> _YOUR TASK_
Return the data below, unchanged.

> _SUPPLIED INFORMATION_
---------------
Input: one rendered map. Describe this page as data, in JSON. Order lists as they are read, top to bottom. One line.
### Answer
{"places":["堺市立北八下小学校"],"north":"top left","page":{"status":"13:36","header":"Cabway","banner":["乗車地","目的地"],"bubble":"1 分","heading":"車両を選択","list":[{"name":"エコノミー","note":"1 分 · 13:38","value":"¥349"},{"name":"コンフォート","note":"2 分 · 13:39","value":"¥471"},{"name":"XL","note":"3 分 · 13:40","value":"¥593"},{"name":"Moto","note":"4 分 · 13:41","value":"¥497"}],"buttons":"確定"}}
---------------
> _ANSWER SECTION_
Input: one rendered map. Describe this page as data, in JSON. Order lists as they are read, top to bottom. One line.
### Answer
{"places":["堺市立北八下小学校"],"north":"top left","page":{"status":"13:36","header":"Cabway","banner":["乗車地","目的地"],"bubble":"1 分","heading":"車両を選択","list":[{"name":"エコノミー","note":"1 分 · 13:38","value":"¥349"},{"name":"コンフォート","note":"2 分 · 13:39","value":"¥471"},{"name":"XL","note":"3 分 · 13:40","value":"¥593"},{"name":"Moto","note":"4 分 · 13:41","value":"¥497"}],"buttons":"確定"}}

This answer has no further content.